Here’s an unlikely comparison: Imagine renting a home in Western Australia’s Pilbara region, some  1600km, or 17 hours from the nearest major city, being Perth. Such a home in this baron town, hosting only mining companies and a minimal tourist industry experiences rents at approximately $8000 per month. Compare that with a house on the Upper West Side in Manhattan, sporting a gym, pool and amenities which comes in at a similar $8000 per month price point. This is Manhattan! The epicentre of New York and buzzing metropolis considered the centre for global finance and banking! New York is full to the brim, with limited housing supply and an ever growing demand for inner-city living. Yet, comparing these two locations, Port Headland, is in fact by most accounts a more expensive place to live!  Dictated solely by a booming mining industry and rising commodity prices of recent years, the area remains highly leveraged to any adjustment of global demand for Australian resources and a sustained lack in ‘value’ caused by an inflated Aussie dollar. Such a gross over-value in home prices points directly to the rising price and cost pressures of the Australian mining industry and paints a very risky outlook of mining companies searching elsewhere for a cheaper cost of doing business.

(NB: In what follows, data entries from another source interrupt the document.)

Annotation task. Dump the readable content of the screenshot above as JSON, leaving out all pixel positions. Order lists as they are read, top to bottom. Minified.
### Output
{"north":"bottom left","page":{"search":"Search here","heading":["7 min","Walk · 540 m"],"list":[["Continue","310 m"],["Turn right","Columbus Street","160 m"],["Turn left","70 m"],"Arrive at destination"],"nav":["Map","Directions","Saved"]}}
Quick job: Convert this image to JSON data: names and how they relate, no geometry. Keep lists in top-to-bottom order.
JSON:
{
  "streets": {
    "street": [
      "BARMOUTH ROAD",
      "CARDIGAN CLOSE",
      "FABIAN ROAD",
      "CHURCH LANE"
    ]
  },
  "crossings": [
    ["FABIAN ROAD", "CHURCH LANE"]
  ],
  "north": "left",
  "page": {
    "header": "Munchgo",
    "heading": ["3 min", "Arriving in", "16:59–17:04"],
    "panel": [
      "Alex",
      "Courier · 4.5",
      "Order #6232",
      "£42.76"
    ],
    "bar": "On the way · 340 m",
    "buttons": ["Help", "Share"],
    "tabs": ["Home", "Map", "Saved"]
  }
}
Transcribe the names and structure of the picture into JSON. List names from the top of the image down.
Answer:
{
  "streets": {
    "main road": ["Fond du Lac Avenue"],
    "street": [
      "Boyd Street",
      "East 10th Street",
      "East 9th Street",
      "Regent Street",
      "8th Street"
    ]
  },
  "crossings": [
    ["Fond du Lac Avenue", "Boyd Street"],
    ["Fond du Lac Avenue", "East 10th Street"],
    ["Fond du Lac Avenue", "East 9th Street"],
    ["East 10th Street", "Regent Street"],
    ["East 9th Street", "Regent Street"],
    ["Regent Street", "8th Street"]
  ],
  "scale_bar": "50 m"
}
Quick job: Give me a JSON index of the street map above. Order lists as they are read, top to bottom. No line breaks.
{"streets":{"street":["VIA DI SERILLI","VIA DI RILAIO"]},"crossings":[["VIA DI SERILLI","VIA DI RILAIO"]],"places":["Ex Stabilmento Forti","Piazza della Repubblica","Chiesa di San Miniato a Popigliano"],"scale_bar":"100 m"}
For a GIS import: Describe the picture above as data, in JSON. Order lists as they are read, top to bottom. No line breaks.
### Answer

The point of the matter is, where do you want to leverage your future investment earnings? Australia is in a unique position, held hostage to factors largely out of its control, whilst the US, in particular, is at the bottom of its economic cycle, gaining momentum thanks to actions placed by the federal reserve in which it retains near complete control. As unfair as it may seem, currency manipulation plays a major part in overall economic performance. It just so happens that mining, in particular, faces a lose-lose situation via a combination of the overly resilient Aussie dollar and anemic commodities prices.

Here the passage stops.